La troisième pièce, «Womanhood» avait une structure claire et convaincante – un solo en duo en trio, dans et hors de différents groupes. Les danseurs ont offert une douceur même avec une base technique évidemment solide. La partition instrumentale et les costumes, des robes avec des coupes en «V», offrent une sensation médiévale qui m'a attiré. La quatrième pièce, «Fire Shadows / Sombras de Fuego», avait une atmosphère dramatique de la haute société, avec des jupes moelleuses et des interactions élégantes avec un peu de sass. Il y avait une pincée de flair Latinx avec le mouvement de la Salsa et des notes dans la musique. Patterson a capitalisé sur des possibilités convaincantes dans sa structure en trio pour apporter un intérêt visuel et énergétique à la scène.

Plus tard est venu "Tipping Point" de Louisa Mann, une pièce avec un thème fascinant de la mise en miroir. Les deux danseurs ont commencé sur des chaises, se déplaçant à l'unisson mais se reflétant. Ils ont ensuite quitté les chaises, changeant la sensation dynamique de ce qui se passait sur scène. Revenir plus tard aux chaises a aidé à construire la structure. Il y avait un sentiment de liberté et d'affirmation de tout cela, mais aussi un sentiment d'être attaché à quelque chose, puis de se détacher; dans une fin à laquelle je ne m'attendais pas, une danseuse est sortie de la scène et les deux danseuses se sont regardées comme elle, l'autre sur sa chaise. Cela m'a fait tourner l'esprit avec différentes possibilités narratives.

La dernière pièce, «Spiraling Out», avait Patterson de retour, avec une énergie plus stable et interne que dans son solo précédent – jusqu'à un changement d'énergie soudain. Le score s'intensifia et elle se déplaça avec plus de vitesse et d'énergie. Elle a traversé différents niveaux, une jambe s'étendant derrière elle, basse et forte, à l'aide de sa marchette. Tout cela m'a attiré. Les tambours battaient alors qu'elle s'avançait avec son déambulateur.
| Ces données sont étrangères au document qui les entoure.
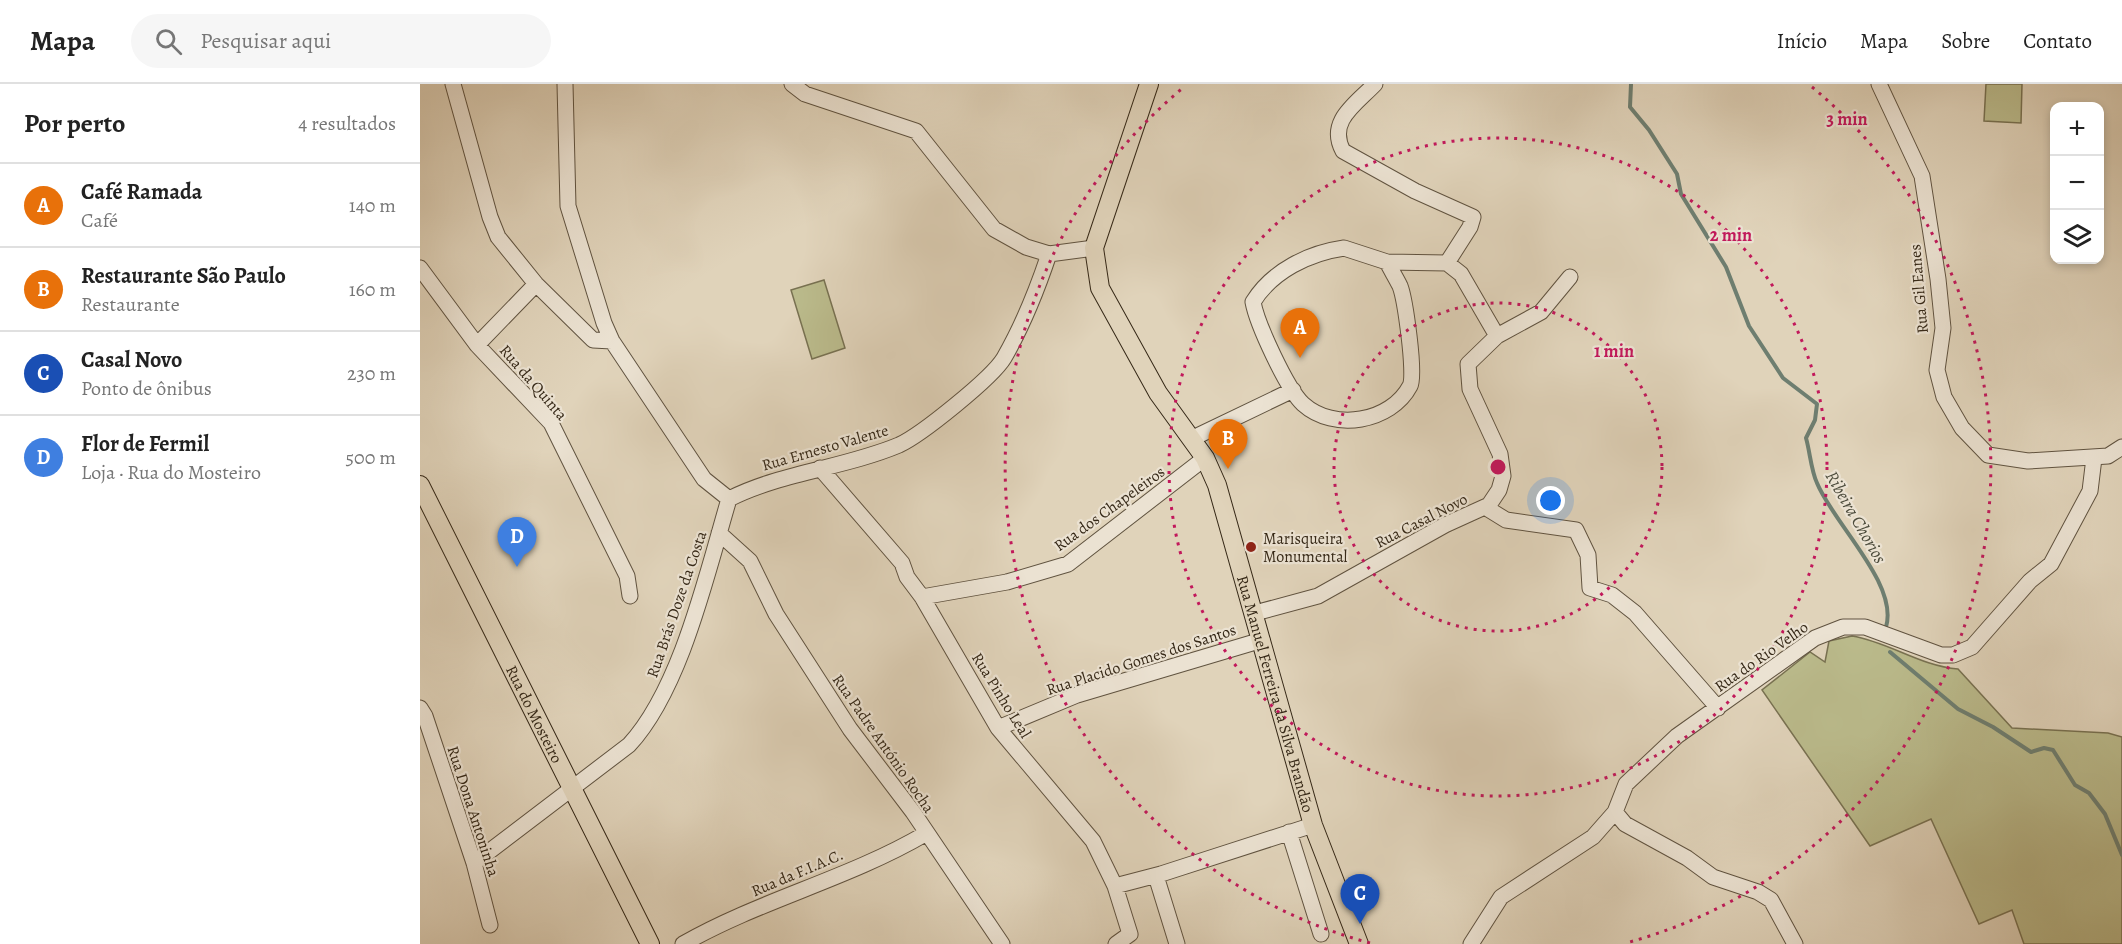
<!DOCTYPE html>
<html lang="pt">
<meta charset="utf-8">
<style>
body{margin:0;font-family:Alegreya,serif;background:#f6f6f6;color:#222}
.controls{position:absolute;right:18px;top:18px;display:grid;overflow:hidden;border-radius:12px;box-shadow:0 3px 9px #0003}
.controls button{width:54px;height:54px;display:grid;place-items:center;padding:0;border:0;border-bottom:2px solid #e0e0e0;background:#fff;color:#222;font:30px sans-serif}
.you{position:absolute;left:1131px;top:417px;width:21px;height:21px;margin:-15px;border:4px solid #fff;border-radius:50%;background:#1a73e8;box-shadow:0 0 0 9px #1a73e833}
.badge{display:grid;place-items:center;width:39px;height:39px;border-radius:50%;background:#8f2418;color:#fff;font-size:20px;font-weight:700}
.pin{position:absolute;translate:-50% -50px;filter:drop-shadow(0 2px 3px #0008)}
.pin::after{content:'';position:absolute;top:32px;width:21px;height:18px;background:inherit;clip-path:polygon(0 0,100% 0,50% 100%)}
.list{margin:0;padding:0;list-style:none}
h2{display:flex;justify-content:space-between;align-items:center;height:78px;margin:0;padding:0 24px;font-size:26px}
h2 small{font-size:20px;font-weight:400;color:#767676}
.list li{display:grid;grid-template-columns:39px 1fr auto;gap:18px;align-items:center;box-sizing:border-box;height:84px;padding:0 24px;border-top:2px solid #e0e0e0}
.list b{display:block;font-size:22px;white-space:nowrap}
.list p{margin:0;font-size:20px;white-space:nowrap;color:#767676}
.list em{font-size:20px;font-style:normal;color:#767676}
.icon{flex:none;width:33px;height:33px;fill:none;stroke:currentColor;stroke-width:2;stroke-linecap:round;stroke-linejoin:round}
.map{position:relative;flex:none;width:1702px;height:860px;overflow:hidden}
header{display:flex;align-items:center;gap:36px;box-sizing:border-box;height:84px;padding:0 30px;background:#fff;border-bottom:2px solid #e0e0e0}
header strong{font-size:28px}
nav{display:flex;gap:33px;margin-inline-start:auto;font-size:21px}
.search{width:420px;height:54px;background:#f6f6f6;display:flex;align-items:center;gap:15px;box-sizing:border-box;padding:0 21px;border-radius:33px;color:#767676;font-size:22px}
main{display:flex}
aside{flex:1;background:#fff}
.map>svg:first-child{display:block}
.green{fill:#baba8b;stroke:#787151;stroke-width:1.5}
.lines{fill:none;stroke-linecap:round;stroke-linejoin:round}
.stream{stroke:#6e7e70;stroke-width:4}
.minor-casing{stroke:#605340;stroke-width:17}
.major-casing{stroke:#352817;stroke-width:20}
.minor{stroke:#ebe2d2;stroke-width:15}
.major{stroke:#e0d3ba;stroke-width:18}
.ring{fill:none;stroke:#c2185b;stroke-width:3;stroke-dasharray:3 6}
.poi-dot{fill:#8f2418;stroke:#ebe2d2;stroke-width:2}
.labels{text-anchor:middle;stroke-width:4.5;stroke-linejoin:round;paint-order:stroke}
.street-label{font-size:16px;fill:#352817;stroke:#ebe2d2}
.poi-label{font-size:16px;fill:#352817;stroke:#ebe2d2;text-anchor:start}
.water-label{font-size:18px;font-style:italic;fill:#4d4c3c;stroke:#ebe2d2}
.centre{fill:#c2185b;stroke:#ebe2d2;stroke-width:3}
.ring-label{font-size:18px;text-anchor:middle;font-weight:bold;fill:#c2185b;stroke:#ebe2d2;stroke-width:4.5;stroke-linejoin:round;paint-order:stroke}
</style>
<header>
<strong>Mapa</strong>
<div class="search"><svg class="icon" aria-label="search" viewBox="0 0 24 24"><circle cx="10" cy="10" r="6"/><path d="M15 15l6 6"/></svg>Pesquisar aqui</div>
<nav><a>Início</a><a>Mapa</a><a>Sobre</a><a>Contato</a></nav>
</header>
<main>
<aside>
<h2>Por perto<small>4 resultados</small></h2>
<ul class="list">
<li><span class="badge" style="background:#e8710a">A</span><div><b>Café Ramada</b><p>Café</p></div><em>140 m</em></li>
<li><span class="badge" style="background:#e8710a">B</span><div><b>Restaurante São Paulo</b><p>Restaurante</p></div><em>160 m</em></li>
<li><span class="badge" style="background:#1a4fb4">C</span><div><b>Casal Novo</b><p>Ponto de ônibus</p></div><em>230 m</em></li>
<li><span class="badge" style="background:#3f7fe0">D</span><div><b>Flor de Fermil</b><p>Loja · Rua do Mosteiro</p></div><em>500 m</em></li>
</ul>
</aside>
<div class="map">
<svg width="1702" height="860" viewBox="0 0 1702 860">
<rect width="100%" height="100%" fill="#e0d3ba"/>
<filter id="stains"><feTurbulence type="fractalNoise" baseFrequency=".00333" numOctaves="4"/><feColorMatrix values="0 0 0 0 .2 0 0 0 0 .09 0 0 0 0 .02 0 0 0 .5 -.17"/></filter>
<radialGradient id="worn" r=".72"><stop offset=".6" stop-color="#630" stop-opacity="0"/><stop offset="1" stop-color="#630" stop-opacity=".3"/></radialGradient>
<path class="green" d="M 1566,0 L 1602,0 L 1601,39 L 1564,37 Z
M 404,196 L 425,264 L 392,275 L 371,206 Z
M 1432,552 C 1469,558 1500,582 1538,585 L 1592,644 L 1688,649 L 1702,653 L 1702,860 L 1604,860 L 1592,826 L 1559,840 L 1511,735 L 1450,762 L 1342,606 L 1390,568 L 1405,578 L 1409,557 Z"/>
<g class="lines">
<path class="stream" d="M 1211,0 L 1210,23 L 1229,46 L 1257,90 L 1261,110 L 1306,183 L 1329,242 L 1363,294 L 1397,320 L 1395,336 L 1386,354 C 1390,368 1391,386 1397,399 C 1413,439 1479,500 1466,543
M 1470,568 L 1538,625 L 1573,643 L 1611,668 L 1624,664 L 1633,666 L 1655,701 L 1669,709 L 1685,730 L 1702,771"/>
<defs>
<path id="minor" d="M 33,0 L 70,133 L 78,153 L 116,200 L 173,256 L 192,257
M 145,0 L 148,122 L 184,239 L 192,257 L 284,395 L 309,415
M 372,0 L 385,10 L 496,47 L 574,145 L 606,163 L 629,170 L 674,164
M 955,0 C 936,20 907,37 923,67 L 995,107 L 1053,133 L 1050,143 L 1027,179
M 1459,0 L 1502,92 L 1518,195 L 1523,244 L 1517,286 L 1524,313 L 1542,344 L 1568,371 L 1608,377 L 1688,372 L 1702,363
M 924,164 L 967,178 C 971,186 976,194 980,202 C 985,215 996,291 990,302 C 971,338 914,348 883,320 C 867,305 837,240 833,218 C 852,187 889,169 924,164 Z
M 0,184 L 57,261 L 131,339 L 207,492 L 210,512
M 1077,252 L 1121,228 L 1150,193
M 57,261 L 116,200
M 771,355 L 873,306
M 400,384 L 482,479 L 487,493 L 502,513 L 578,644 L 673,757 L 695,802 L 710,850 L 696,860
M 309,415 C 363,388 424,384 479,361 C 501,351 572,294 584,274 C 603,241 617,206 629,170
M 1065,423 L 1086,436 L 1156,446 L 1168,471 L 1170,504 L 1192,511 L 1215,529 L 1298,624
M 299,449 L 330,477 L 356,530 L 430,645 L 493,728 L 582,860
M 502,513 L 587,498 L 648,480 L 785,374
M 835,529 L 898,512 L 1025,441 L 1069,421 L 1079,406 L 1083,392 L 1080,370 L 1050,305 L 1048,280 L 1077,252 L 1041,190 L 1027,179 L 967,178
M 0,624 L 5,632 L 54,779 L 70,841
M 578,644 L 657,611 L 842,556
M 1195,728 L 1205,740 L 1267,774 L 1293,793 L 1338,808 L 1351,816 L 1375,860
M 869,748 L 901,850
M 54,779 L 209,661 C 261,605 287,489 309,415
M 736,792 L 757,860
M 695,802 L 741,790 L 893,741
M 263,860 C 340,816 428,795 505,750
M 1051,860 L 1081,813 L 1173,753 L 1195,728 L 1206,700 L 1257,652 L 1395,554 L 1423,543 L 1445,543 L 1521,571 L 1533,571 L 1552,563 L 1610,497 L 1631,480 L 1670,407 L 1674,374"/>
<g id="major">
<path id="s1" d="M 729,0 L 674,164 L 680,204 L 738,309 L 785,374 L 797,401 L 893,741 L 939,860"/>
<path id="s2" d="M 0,401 L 230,860"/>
</g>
</defs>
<use href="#minor" class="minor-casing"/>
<use href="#major" class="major-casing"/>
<use href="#minor" class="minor"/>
<use href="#major" class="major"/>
</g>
<g class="ring">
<circle cx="1078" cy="383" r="164"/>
<circle cx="1078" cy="383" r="329"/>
<path d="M950 859A493 493 0 0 1 764 3M1392 3A493 493 0 0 1 1206 859"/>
</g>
<circle class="poi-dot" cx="831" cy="463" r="6"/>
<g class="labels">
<g class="street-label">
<text transform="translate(1498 205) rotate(-95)" y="6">Rua Gil Eanes</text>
<text transform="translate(114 298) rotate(49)" y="6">Rua da Quinta</text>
<text transform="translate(405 363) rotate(-16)" y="6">Rua Ernesto Valente</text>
<text transform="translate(689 424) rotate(-36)" y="6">Rua dos Chapeleiros</text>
<text transform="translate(1001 436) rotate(-27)" y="6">Rua Casal Novo</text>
<text transform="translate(256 520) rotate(-71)" y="6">Rua Brás Doze da Costa</text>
<text transform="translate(1341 572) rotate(-35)" y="6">Rua do Rio Velho</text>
<text transform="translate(721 575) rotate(-18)" y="6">Rua Placido Gomes dos Santos</text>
<text dy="6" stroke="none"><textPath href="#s1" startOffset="660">Rua Manuel Ferreira da Silva Brandão</textPath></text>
<text transform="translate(582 611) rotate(58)" y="6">Rua Pinho Leal</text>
<text dy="6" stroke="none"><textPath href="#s2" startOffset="256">Rua do Mosteiro</textPath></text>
<text transform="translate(464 659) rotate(55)" y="6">Rua Padre António Rocha</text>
<text transform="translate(54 727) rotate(72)" y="6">Rua Dona Antoninha</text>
<text transform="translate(377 788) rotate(-23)" y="6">Rua da F.I.A.C.</text>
</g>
<g class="poi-label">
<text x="843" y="460">Marisqueira<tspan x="843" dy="18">Monumental</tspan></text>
</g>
<g class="water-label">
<text transform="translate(1436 433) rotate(60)" y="6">Ribeira Chorios</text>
</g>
</g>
<circle cx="1078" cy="383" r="9" class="centre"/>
<g class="ring-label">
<text x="1427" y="41">3 min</text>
<text x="1311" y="157">2 min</text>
<text x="1194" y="273">1 min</text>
</g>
<rect width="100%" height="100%" filter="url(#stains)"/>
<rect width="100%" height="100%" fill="url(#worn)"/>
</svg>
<div class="controls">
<button>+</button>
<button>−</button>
<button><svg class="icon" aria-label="layers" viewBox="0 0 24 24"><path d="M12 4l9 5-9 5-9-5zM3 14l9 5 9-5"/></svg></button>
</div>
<div class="you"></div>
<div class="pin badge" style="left:880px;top:274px;background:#e8710a">A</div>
<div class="pin badge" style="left:808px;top:385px;background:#e8710a">B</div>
<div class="pin badge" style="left:940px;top:840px;background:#1a4fb4">C</div>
<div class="pin badge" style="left:97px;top:483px;background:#3f7fe0">D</div>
</div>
</main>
Elle est partie et s'est déplacée derrière, avec le sentiment d'être tiraillée entre deux forces différentes: certainement une condition relatable.

L'énergie à portée de main ralentit un peu, et sa place dans l'espace s'abaissa à mesure qu'elle bougeait. Patterson est revenue vers sa marchette, avec un sentiment de résignation mais aussi cette flamme en elle qui n'était pas morte. Elle est revenue au calme et les lumières se sont éteintes. Patterson avait trouvé la liberté dans son corps au milieu des forces qui la tiraient, comme elle seule. Cultiver m'a rappelé la puissance d'une telle tournure des événements, puissamment unique à chacun d'entre nous.

Par Kathryn Boland de Dance Informa.